It's always nice to see a show at the Fringe that speaks directly to its local audience, and judging from the number of 'hear hears' and spontaneous rounds of applause emanating round Traverse 2 last night, Bloody Trams speaks more directly than most.
The thorny issue of the multimillion pound tram network that has slowly spread across Edinburgh over the past seven years has unsurprisingly pitched the locals and the planners at loggerheads.
All sides of the story are told in this verbatim piece from Utter that uses a technique pioneered by Alecky Blythe whereby the actors (Nicola Roy and Jonathan Holt) listen to headphones and relay the testimonies live.
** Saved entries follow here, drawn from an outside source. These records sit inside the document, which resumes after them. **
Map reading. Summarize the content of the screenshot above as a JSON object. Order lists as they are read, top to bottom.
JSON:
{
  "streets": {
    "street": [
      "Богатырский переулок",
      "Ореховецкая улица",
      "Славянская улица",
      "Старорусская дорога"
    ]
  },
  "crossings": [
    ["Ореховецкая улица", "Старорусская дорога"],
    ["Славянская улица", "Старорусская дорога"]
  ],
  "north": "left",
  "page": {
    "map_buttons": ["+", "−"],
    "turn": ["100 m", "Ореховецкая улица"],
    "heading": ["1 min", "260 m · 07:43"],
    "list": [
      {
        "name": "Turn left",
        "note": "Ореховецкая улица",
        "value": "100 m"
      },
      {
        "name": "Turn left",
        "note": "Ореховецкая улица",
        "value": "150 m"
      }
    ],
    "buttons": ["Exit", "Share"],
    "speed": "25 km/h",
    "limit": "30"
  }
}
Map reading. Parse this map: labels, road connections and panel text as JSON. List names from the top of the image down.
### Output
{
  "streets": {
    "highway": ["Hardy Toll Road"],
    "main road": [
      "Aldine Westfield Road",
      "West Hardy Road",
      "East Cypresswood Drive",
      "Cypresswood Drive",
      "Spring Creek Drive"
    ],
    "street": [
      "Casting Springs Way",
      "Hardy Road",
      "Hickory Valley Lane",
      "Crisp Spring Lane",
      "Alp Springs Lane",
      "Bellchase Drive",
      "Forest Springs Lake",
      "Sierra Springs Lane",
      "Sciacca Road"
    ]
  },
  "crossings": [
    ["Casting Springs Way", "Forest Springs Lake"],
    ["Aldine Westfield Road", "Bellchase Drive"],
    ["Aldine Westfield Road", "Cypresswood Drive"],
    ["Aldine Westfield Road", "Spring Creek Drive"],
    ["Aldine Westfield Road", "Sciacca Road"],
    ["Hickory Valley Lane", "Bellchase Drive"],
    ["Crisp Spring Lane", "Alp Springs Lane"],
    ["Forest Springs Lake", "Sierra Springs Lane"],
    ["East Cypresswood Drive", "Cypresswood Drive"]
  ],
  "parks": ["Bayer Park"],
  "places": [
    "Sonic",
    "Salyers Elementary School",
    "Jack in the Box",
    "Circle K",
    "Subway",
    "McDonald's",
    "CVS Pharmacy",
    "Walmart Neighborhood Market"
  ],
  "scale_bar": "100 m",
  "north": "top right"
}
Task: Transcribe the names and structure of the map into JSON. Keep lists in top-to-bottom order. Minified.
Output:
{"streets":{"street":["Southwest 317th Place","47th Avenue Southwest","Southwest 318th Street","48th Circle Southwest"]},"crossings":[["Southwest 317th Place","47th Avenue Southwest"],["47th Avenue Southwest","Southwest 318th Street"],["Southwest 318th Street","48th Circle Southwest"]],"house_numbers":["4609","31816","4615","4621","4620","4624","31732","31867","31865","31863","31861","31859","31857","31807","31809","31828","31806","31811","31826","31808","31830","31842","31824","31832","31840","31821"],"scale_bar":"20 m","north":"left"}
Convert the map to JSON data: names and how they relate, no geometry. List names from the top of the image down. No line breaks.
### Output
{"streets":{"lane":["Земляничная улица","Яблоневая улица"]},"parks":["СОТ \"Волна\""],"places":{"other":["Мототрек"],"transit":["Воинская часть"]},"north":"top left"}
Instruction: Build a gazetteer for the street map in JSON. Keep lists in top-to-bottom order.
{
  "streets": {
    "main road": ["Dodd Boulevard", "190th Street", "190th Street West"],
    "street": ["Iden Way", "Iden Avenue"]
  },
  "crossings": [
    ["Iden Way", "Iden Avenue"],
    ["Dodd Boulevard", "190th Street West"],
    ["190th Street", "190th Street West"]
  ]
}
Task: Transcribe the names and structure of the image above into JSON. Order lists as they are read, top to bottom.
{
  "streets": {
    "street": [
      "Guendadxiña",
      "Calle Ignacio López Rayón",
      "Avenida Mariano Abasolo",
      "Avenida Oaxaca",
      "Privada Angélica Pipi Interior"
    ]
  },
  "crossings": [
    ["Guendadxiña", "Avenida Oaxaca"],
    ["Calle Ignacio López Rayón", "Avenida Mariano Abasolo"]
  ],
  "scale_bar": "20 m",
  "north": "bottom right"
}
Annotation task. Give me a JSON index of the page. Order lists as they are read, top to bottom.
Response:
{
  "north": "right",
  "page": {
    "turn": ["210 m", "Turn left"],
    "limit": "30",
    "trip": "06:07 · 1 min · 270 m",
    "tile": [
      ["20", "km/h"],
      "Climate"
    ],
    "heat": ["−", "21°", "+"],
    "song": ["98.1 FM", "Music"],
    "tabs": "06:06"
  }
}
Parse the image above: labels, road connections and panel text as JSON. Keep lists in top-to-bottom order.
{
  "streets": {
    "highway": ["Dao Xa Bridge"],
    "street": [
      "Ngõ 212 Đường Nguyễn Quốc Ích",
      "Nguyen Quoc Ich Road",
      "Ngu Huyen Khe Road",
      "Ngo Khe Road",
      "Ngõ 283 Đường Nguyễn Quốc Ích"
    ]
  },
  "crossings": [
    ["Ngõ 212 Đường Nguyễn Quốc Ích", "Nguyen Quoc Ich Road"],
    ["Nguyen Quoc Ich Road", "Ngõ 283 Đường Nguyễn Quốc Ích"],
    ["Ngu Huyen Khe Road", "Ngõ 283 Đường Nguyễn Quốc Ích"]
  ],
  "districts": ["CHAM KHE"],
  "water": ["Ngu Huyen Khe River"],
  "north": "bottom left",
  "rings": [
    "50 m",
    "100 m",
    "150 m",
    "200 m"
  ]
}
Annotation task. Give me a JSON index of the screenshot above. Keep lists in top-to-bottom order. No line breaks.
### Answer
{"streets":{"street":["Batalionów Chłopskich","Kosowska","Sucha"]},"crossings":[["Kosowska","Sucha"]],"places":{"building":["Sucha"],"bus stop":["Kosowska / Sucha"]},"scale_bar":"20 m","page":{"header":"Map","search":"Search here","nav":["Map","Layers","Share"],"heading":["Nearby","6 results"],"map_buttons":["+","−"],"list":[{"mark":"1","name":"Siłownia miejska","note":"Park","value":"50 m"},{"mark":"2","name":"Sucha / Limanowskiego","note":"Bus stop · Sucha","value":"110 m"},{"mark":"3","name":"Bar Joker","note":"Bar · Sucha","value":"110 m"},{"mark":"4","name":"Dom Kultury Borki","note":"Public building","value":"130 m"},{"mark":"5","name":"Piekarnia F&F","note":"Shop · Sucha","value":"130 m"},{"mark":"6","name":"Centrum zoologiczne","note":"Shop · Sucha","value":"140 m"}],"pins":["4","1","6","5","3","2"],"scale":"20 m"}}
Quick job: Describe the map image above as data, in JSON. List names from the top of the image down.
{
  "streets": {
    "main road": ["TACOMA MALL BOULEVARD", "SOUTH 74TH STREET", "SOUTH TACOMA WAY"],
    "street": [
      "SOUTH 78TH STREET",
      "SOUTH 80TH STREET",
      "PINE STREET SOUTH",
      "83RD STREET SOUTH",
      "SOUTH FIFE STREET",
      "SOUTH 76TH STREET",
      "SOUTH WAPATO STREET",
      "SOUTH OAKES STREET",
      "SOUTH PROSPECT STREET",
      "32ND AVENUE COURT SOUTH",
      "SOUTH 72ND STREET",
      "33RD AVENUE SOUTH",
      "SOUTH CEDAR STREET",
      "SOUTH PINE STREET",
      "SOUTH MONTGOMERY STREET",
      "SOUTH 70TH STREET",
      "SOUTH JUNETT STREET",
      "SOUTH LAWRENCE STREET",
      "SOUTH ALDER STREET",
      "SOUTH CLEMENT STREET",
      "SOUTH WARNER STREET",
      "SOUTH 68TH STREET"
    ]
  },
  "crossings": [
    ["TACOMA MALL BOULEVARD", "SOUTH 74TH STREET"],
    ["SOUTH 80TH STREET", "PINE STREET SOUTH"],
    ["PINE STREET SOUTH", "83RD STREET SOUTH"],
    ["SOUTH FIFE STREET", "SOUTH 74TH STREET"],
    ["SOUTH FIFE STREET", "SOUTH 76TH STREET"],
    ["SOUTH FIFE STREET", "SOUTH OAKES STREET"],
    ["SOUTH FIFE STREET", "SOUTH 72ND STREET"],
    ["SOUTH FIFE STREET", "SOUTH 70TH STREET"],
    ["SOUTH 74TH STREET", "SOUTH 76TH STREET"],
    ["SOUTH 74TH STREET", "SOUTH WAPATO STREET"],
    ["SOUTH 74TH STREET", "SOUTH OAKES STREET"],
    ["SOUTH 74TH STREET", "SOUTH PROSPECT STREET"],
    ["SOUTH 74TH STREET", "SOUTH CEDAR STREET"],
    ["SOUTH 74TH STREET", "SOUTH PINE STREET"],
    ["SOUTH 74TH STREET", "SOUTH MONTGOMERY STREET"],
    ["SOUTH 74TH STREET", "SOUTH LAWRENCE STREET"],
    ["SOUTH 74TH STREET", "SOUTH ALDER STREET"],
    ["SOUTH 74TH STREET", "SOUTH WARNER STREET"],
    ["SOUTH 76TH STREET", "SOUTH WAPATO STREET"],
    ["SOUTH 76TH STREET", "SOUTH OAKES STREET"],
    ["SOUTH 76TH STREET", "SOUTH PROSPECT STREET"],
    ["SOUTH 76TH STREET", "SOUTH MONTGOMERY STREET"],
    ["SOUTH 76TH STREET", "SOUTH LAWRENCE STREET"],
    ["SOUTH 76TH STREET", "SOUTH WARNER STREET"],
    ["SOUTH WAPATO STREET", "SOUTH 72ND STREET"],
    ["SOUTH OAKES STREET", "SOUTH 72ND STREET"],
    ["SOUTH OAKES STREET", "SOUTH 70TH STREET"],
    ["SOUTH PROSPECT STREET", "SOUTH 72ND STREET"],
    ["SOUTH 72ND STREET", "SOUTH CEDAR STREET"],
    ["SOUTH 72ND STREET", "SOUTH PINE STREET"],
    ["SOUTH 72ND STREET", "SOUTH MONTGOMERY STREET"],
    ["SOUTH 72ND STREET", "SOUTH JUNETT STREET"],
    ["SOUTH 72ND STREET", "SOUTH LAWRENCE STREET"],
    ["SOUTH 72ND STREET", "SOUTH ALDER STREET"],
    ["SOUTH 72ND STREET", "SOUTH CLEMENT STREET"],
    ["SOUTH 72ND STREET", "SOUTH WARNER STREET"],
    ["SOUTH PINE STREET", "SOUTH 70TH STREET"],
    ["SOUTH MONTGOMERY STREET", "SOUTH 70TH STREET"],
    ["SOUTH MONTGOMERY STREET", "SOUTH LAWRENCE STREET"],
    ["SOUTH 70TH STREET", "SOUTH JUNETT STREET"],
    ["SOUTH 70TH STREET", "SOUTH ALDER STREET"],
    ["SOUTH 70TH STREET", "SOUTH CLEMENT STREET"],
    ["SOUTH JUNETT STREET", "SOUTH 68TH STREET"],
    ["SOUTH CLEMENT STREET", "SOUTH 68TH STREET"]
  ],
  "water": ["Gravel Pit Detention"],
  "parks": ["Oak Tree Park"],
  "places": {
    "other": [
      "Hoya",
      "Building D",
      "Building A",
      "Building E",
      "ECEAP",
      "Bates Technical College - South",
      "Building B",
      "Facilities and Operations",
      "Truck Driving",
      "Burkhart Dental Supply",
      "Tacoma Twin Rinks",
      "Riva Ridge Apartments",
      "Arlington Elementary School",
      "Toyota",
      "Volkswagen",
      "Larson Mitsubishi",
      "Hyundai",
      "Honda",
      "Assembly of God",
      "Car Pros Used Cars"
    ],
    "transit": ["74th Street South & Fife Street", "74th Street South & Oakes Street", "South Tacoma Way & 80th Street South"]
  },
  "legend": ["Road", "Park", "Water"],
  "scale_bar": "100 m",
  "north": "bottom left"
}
It means that every 'umm' and stutter is included, which lends both authenticity and unintended humour. We also get a hint of the London Road effect when the words are turned into song, accompanied by David Paul Jones - who also acts as MC - on piano.
From angry locals to defensive council members, the team - led by director Joe Douglas - have skilfully edited together a wide range of voices. We hear that, as the budget spirals to over £770 million, it would have been cheaper to pave the route with gold than with tram-tracks, while the owner of a 150 year-old family business fears the upheaval will mean he's the last in the line.
Local anguish over civil engineering projects is nothing new, of course, but judging from the few people I've seen so far actually using the trams it's hard to argue with the dissent. The long-term environmental arguments for the network undoubtedly carry weight, but the enmity its botched creation has caused will hang over this city for many years to come.